Posted: Mon, 24 Oct 2011, 00:31
by boatie
My apologies for posting electric boat question on EV forum, but where else to ask the battery question?

I have a 3.7m boat with 24V electric engine Torqeedo 801 and two 12V 55Ah Optima led acid batteries that I bought about year and half ago. The maximum power is 800W but boat goes well with around 300W so this setup gives me a range of around 3 hours. I found that a bit limiting even for day trips. When I bought the batteries I was aware of only very expensive lithium batteries for such purpose. A few days ago I came across EV Works and EV Power selling LiFePO4 in Australia for a reasonable price. I am considering replacing the existing batteries with two 12V 90Ah LiFePO4 batteries that would double the existing range. It would suit me to use two 12 volt batteries because of the available space and ability to use a standard led acid battery charger that I already have.

I considered assembling the batteries from 3.2V cells, the price seems to be close. Would that be a better option?

The boat is not used too often, on average ones a month.

At the moment the setup is very simple with only one circuit breaker in the circuit.

I will be grateful for any information that you could provide. Are both EV Works and EV Power reliable companies to deal with? Is anyone else selling batteries at similar price point? Any technical traps that I need to be aware of?

Best regards

Alan

LiFePO4 batteries for an electric boat

Posted: Mon, 24 Oct 2011, 02:48
by Electrocycle
you'll need a BMS ideally to monitor the cells and make sure you don't over charge or discharge them, but the end result should be much better performance.

The ready made 12v batteries will probably simplify things a bit, especially in a marine environment where any exposed connections are likely to cause you problems.
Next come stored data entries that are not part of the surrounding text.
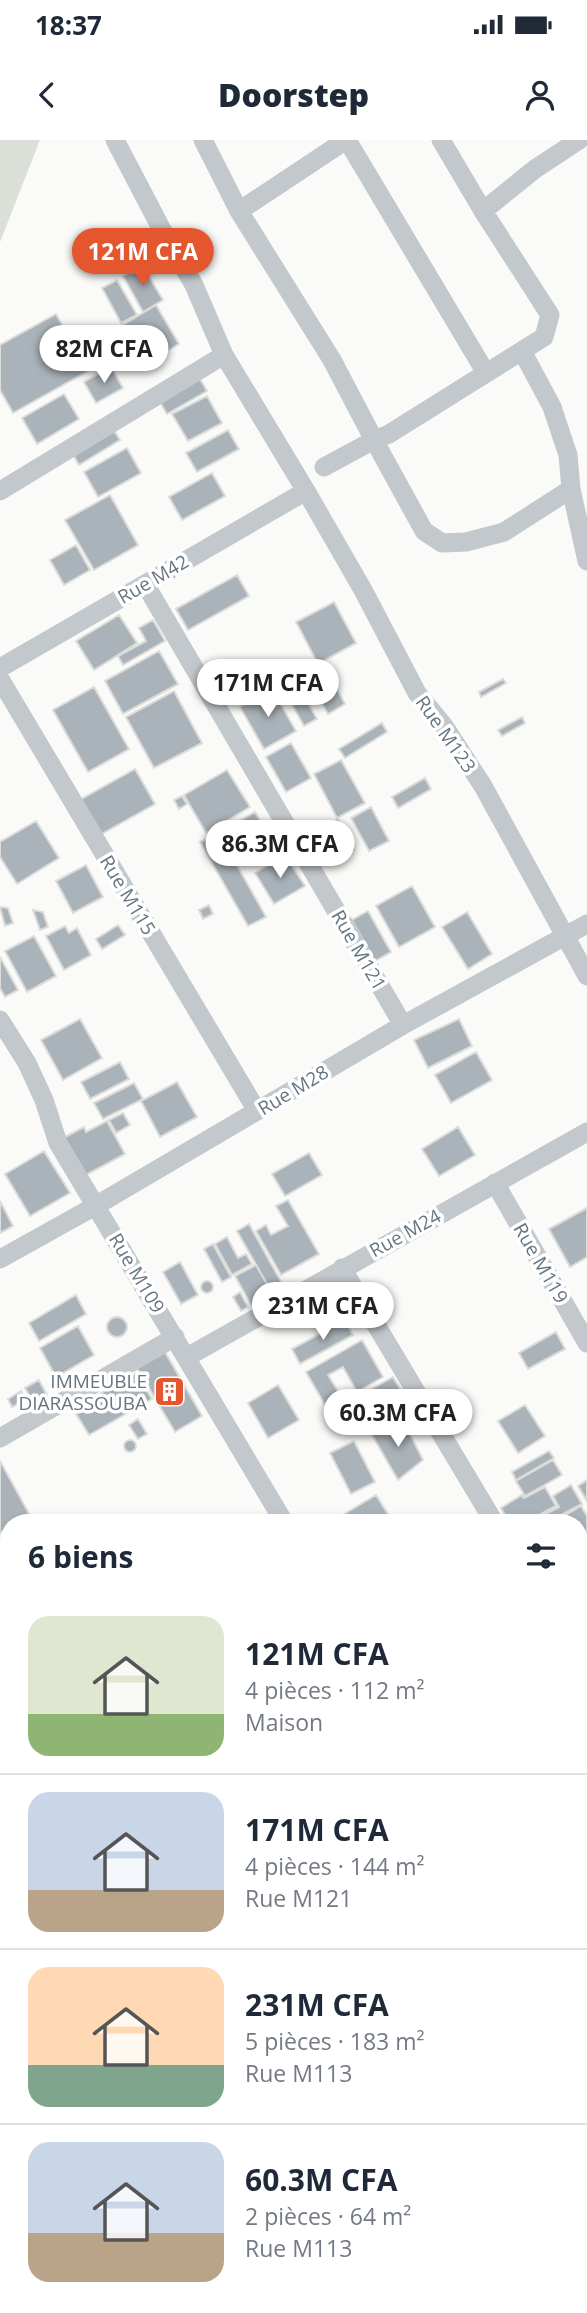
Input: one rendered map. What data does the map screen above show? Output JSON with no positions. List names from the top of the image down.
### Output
{
  "streets": {
    "street": [
      "Rue M42",
      "Rue M123",
      "Rue M115",
      "Rue M121",
      "Rue M28",
      "Rue M24",
      "Rue M119",
      "Rue M109"
    ]
  },
  "crossings": [
    ["Rue M42", "Rue M123"],
    ["Rue M42", "Rue M121"],
    ["Rue M123", "Rue M28"],
    ["Rue M115", "Rue M28"],
    ["Rue M121", "Rue M28"],
    ["Rue M28", "Rue M109"],
    ["Rue M24", "Rue M119"],
    ["Rue M24", "Rue M109"]
  ],
  "places": {
    "building": ["IMMEUBLE DIARASSOUBA"]
  },
  "page": {
    "status": "18:37",
    "header": "Doorstep",
    "price": [
      "121M CFA",
      "82M CFA",
      "171M CFA",
      "86.3M CFA",
      "231M CFA",
      "60.3M CFA"
    ],
    "heading": "6 biens",
    "list": [
      {
        "name": "121M CFA",
        "note": "4 pièces · 112 m² · Maison"
      },
      {
        "name": "171M CFA",
        "note": "4 pièces · 144 m² · Rue M121"
      },
      {
        "name": "231M CFA",
        "note": "5 pièces · 183 m² · Rue M113"
      },
      {
        "name": "60.3M CFA",
        "note": "2 pièces · 64 m² · Rue M113"
      }
    ]
  }
}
LiFePO4 batteries for an electric boat

Posted: Mon, 24 Oct 2011, 03:07
by T1 Terry
Trev from Basicly Natural up the top end of Qld has the 90Ah cells for $1.40ah so roughly $500 for a 90Ah 12v battery. For a few extra $$ I believe he will build them into what ever size packs you want with end plates and straps.
as you will probably be charging them as 12v batteries I wouldn't worry too much about a BMS, there are only 4 cells to watch. I'd buy a Cell Logger so you can watch the cell voltages while charging and discharging and balance them as needed using a light bulb to drain the high cells. Once they are balanced they stay that way for ages. my pack of 16 X 90ah cells to make a 360Ah 12v battery to power my house stuff has stayed in balance for 2 mths now , in use 24/7, solar charged and dragged down to around the mid 40% SOC each night.
The 4 cells are smaller than a 100Ah AGM battery so they would fit in a plastic battery box.
Don't charge them over 14v (3.5v per cell) and if you are going to leave them on a charger for any extended time drop the charge back to 13.8v (3.45v per cell)so you don't cook the cells. No trickle chargers though, these kill LiFeP04 batteries very quickly.
Usual disclaimer, no financial connection with Trev at Basicly Natural, just a very happy customer, he is a good guy to deal with.
http://www.thebackshed.com/basiclynatural/default.asp

T1 Terry

LiFePO4 batteries for an electric boat

Posted: Mon, 24 Oct 2011, 13:05
by a4x4kiwi
Hi Alan,

I would have to agree with Electrocycle, that you must use a BMS so you can charge and discharge unattended with piece of mind.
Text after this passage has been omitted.